Pondré dos ejemplos. Hace dos años la Association Française des Victimes du Terrorisme recibió una solicitud de reunión que les resultó extraña. Decidieron avisar a la Policía, que fue la que acudió a la cita. Al detener al sospechoso le incautaron una pistola y un cuchillo. Hoy sigue encarcelado por intento de atentado yihadista. La AFVT, que participa como acusación particular en más de 50 procesos judiciales por terrorismo, guarda medidas de autoprotección y cuenta con vigilancia de seguridad en su sede de París.
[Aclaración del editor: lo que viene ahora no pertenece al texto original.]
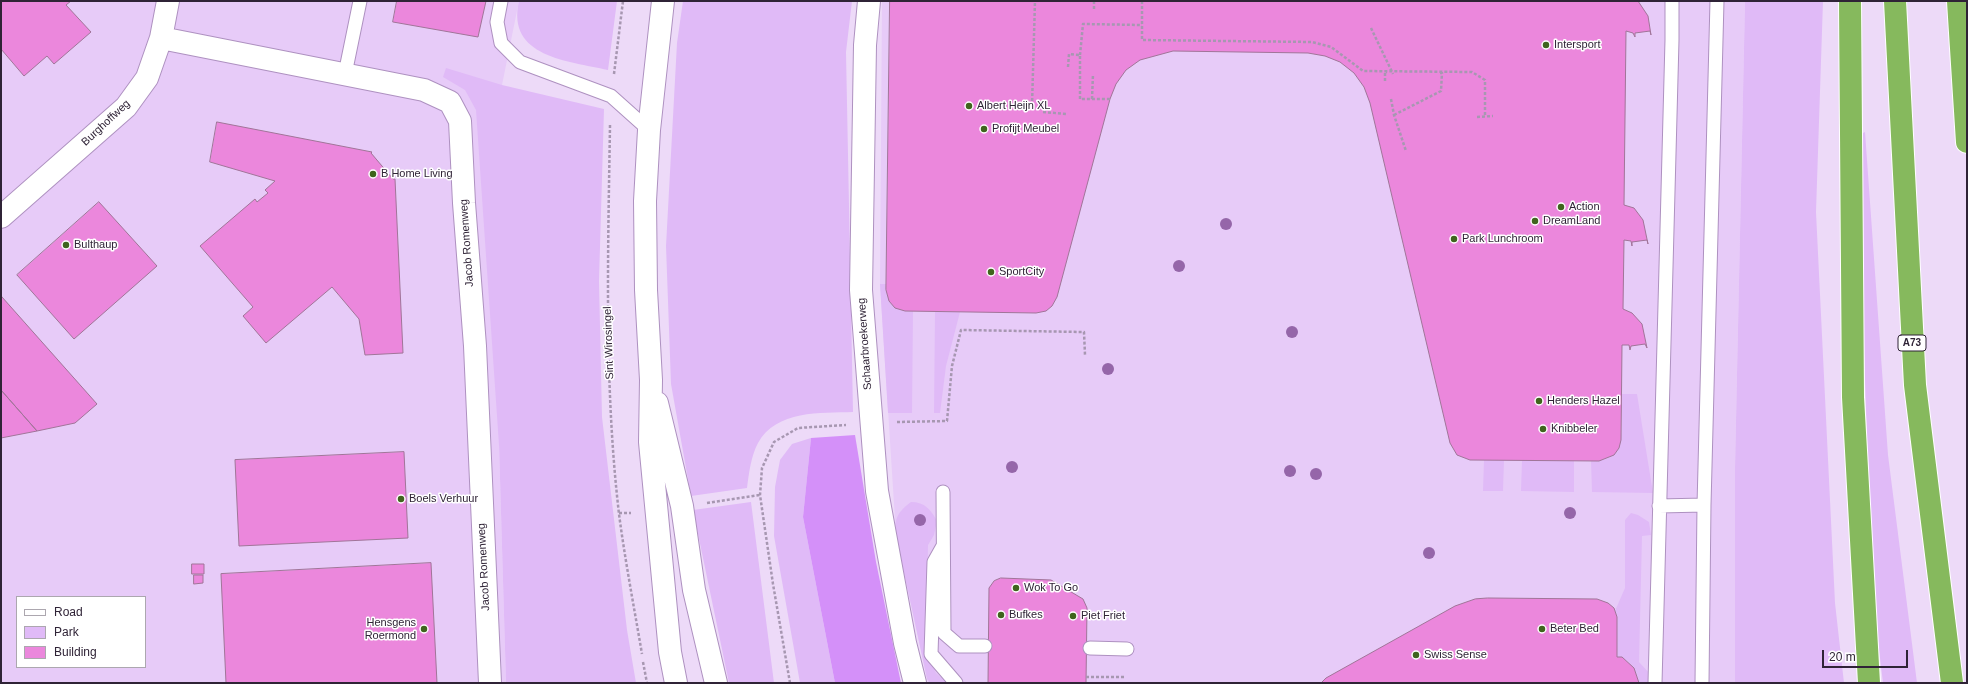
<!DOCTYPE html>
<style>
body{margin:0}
#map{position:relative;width:1968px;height:684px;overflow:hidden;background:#eddaf8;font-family:Helvetica,sans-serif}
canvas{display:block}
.frame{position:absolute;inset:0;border:2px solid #2f2336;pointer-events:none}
.legend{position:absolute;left:16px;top:596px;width:130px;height:72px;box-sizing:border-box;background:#fff;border:1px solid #aca7af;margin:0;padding:5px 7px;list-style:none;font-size:12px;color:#2f2336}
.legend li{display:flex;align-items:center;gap:8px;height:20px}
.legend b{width:20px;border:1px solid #aca7af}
.scale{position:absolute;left:1822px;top:650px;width:86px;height:18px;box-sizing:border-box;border:2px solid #2f2336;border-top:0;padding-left:5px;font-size:12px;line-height:14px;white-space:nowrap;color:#2f2336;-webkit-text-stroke:3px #fff;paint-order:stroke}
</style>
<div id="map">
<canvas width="1968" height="684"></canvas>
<div class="frame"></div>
<ul class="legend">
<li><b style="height:5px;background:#fff"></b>Road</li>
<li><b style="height:11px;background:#e0baf7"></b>Park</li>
<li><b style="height:11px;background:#eb87dc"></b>Building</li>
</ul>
<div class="scale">20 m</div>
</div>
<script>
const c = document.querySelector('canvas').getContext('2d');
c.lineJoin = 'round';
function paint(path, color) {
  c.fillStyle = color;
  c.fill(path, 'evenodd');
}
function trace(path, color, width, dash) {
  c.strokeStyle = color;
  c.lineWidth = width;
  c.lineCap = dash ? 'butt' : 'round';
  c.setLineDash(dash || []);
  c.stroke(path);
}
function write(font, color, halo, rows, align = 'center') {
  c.font = font + ' Helvetica,sans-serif';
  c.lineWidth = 3;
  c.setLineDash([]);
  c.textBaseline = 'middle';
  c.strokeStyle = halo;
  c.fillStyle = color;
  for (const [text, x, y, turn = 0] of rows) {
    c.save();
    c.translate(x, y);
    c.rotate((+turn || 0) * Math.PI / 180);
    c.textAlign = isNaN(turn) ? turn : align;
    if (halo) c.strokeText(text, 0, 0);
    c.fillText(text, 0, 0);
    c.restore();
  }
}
paint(new Path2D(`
 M1 1H519L502 85 499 445 506 683H1ZM17 597H145V667H17Z
 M882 1H1745L1735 467V683H928L896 535 880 284Z`), '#e7cbf8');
paint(new Path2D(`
 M519 1H617L608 70C568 61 506 57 519 1Z
 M683 1H852L846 52 853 412C821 413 776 410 758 443 751 456 749 473 747 488L691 496 671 384 666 246 677 43Z
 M1745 1H1823L1816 212 1835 603 1844 683H1735V467Z
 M446 68 502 85 604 109 599 281 602 417 627 630 636 683H506L499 445 476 110 465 90 443 77Z
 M1865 132 1888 455 1917 683H1883L1872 592 1857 136Z
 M880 284H886C886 303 895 311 913 311L912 413H888Z
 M935 312H960L946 366 940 413H934Z
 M1621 394H1637L1653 493 1592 492 1591 461C1630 463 1621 421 1621 394Z
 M811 438 803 517 835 683H800L774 536 775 487 780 460 792 444Z
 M1484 460H1504L1503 491H1483Z
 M1522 460 1574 461V492L1521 491Z
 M751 502 774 683H729L693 510Z
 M911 502C925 502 931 510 937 521L934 535 928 545 926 654 936 673 947 683H930L927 679 896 535C894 518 898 512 911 502Z
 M1631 513 1638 515 1649 522 1651 535 1642 536 1639 662 1650 674 1649 683H1639C1636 671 1630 658 1617 657V617L1615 611 1625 588V520Z`), '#e0baf7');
paint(new Path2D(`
 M855 435 876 562 901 683H835L803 517 811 438Z`), '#d490f9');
const building = new Path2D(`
 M1 1H71L66 5 91 32 54 64 47 56 24 76 1 49Z
 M397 1H486L478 37 393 22Z
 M890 1H1638L1648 16 1651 35 1650 31 1635 33V37L1633 33 1626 31 1624 205 1634 208 1643 220 1648 244 1647 240 1632 242V246L1631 241 1624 240 1623 309 1632 313 1642 324 1647 348 1645 344 1631 346 1630 350 1629 345H1622L1621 440 1619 448 1614 455 1599 461 1470 460 1457 455 1450 443 1370 103 1364 87 1354 73 1340 62 1325 56 1308 53 1173 51 1140 60 1126 70 1116 84 1110 99 1057 297 1052 306 1046 311 1036 313 905 311 895 308 889 301 886 290Z
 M217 122 372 152 371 153 393 179H395L403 353 365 355 359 319 332 287 266 343 243 316 253 307 200 246 255 199 257 202 268 193 265 190 275 181 210 162Z
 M99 202 157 266 74 339 17 275Z
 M2 297 97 404 75 423 37 431 1 390V298Z
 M1 390 37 431 1 438Z
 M404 452 408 538 239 546 235 460Z
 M431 563 437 683H226L221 574Z
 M192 564H204V574H192Z
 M194 575H203V583L194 584Z
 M1001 578 1051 580 1083 599 1087 608 1086 683H988L989 588 994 581Z
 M1488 598 1597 599 1608 603 1614 608 1617 617V657H1622L1634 668 1639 683H1321L1326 678 1455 606 1475 599Z`);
paint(building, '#eb87dc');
trace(building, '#a17599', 1);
const lane = new Path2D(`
 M501 1 497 22 501 43 520 62 611 96 649 130
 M345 74 360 1
 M943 492 944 633 959 646H985
 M1659 506 1704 505
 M943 546 934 562 931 654 956 683
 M1090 648 1127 649
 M1655 683 1672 40V1
 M1702 683 1704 505 1717 1`);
const street = new Path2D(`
 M869 1 865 45 861 290 877 491 905 643 915 683
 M161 38 424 90 450 102 460 121 464 203 475 346 490 683
 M1 217 126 107 147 78 161 38 168 1`);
const secondary = new Path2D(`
 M663 1 649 130 645 201 646 290 651 380 650 442 670 652 676 683
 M657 403 682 506 694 590 716 683`);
const highway = new Path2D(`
 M1850 1 1853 397 1869 683
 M1895 1 1915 385 1952 683
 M1958 1 1967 142`);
trace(lane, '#ae91c0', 15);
trace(street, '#ae91c0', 24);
trace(secondary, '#ae91c0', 24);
trace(highway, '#fff', 24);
trace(new Path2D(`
 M1094 1V10
 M1142 1V40L1312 42 1331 47 1363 71 1472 72 1485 80V116
 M1371 28 1393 74
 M1080 55 1083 24 1142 25
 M1068 67 1069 54 1080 55V99H1110
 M614 74 623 1
 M1385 81V72H1387
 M1092 99 1093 74
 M1391 99 1394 115 1406 151
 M1032 106 1035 1
 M1043 112 1066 114
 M1394 115 1441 91 1442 73H1440
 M1477 117 1493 116
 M610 125C608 254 604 385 619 514 625 560 634 607 642 654
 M897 422 947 421 952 366 961 330 1084 332 1085 355
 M707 503 760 495
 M619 513H631
 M643 662 647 683
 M1086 677H1126
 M790 683 773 584 760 495 762 468 774 442 798 428 846 425`), '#a797b1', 2.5, [3, 2]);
trace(lane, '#fff', 13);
trace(street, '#fff', 22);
trace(secondary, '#fff', 22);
trace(highway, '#86b95d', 22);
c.fillStyle = '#9566a9';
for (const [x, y] of [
 [1226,224],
 [1179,266],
 [1292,332],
 [1108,369],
 [1012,467],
 [1290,471],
 [1316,474],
 [1570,513],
 [920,520],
 [1429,553]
]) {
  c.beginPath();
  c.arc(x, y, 6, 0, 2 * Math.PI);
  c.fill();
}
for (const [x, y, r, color] of [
 [1546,45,4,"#3f641d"],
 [969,106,4,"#3f641d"],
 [984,129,4,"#3f641d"],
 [373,174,4,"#3f641d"],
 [1561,207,4,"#3f641d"],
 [1535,221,4,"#3f641d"],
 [1454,239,4,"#3f641d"],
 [66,245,4,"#3f641d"],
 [991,272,4,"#3f641d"],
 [1539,401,4,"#3f641d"],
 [1543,429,4,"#3f641d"],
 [401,499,4,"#3f641d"],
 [1016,588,4,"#3f641d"],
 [1001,615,4,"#3f641d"],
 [1073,616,4,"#3f641d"],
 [424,629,4,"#3f641d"],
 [1542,629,4,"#3f641d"],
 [1416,655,4,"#3f641d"]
]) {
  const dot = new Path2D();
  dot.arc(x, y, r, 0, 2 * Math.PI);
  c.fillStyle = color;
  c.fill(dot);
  trace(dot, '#fff', 1.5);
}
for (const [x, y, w] of [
 [1912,343,28]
]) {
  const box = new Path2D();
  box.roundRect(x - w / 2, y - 8, w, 16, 3);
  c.fillStyle = '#fff';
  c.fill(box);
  trace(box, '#2f2336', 1);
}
write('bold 10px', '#2f2336', null, [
 ["A73",1912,343]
]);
write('11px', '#2f2336', '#fff', [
 ["Intersport",1554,45],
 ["Albert Heijn XL",977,106],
 ["Profijt Meubel",992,129],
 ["B Home Living",381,174],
 ["Action",1569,207],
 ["DreamLand",1543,221],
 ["Park Lunchroom",1462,239],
 ["Bulthaup",74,245],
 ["SportCity",999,272],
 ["Henders Hazel",1547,401],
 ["Knibbeler",1551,429],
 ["Boels Verhuur",409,499],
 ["Wok To Go",1024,588],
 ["Bufkes",1009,615],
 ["Piet Friet",1081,616],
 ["Hensgens",416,623,"right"],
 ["Roermond",416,636,"right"],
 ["Beter Bed",1550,629],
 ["Swiss Sense",1424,655]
], 'left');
write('11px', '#2f2336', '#fff', [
 ["Burghoffweg",106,123,-43],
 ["Jacob Romenweg",467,243,-94],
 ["Sint Wirosingel",609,343,-92],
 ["Schaarbroekerweg",865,344,-94],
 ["Jacob Romenweg",484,567,-93]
]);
</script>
Veamos otro caso más próximo. En octubre de 2000 a Consuelo Ordóñez y a Cristina Cuesta, fundadoras de Covite y militantes de Basta Ya, les pusieron escolta a la vez que al resto de cabezas visibles de dicha plataforma ciudadana. Para entonces habían sufrido distintas amenazas y agresiones, incluyendo un ataque con siete cócteles molotov contra el domicilio de Consuelo en San Sebastián, en julio de 2000. Cristina decidió salir inmediatamente al exilio. No quería hacerle pasar a su madre por el mismo trance vivido años atrás. Los Comandos Autónomos Anticapitalistas habían matado a su padre, el delegado de Telefónica en Gipuzkoa Enrique Cuesta, junto a su escolta, el policía nacional Antonio Gómez, en marzo de 1982. Al final, Consuelo, hermana de Gregorio Ordóñez, asesinado por ETA en enero de 1995, también tuvo que marcharse de Euskadi, siguiendo un camino que aún no sabemos cuántos se vieron obligados a recorrer. A la altura del año 2002 había mil personas escoltadas por culpa del terrorismo etarra. Eso sin contar a los miembros de las Fuerzas y Cuerpos de Seguridad y del Ejército, todos ellos amenazados.
Las víctimas del terrorismo, organizadas en asociaciones o por libre, no solo han roto la cadena del mal al no responder a sus agresores con sus mismas armas, y no solo hacen una contribución pedagógica y democrática de primer orden al proteger los derechos de todos, también los de los verdugos, para los que nunca han pedido, por ejemplo, la pena de muerte. Además, son mucho más que víctimas. Lejos de encasillarlas en ese rol como si fuera su único rasgo de personalidad; lejos de atribuirlas una sola identidad que las vincula para siempre a un hecho traumático que no eligieron padecer, hay que verlas como lo que son: mujeres y hombres, madres o hermanos, aficionados a los viajes, al deporte o a la literatura, policías, tenderos o pensionistas, de izquierdas o de derechas, jóvenes y mayores, etc. Todos estos elementos, y otros muchos, son los que van conformando la identidad plural y compleja de cada una de estas personas, que, como cualquiera de nosotros, también son falibles. Las víctimas están en la sociedad. Es esta la que debe reducir el espacio mental que aún la separa de ellas.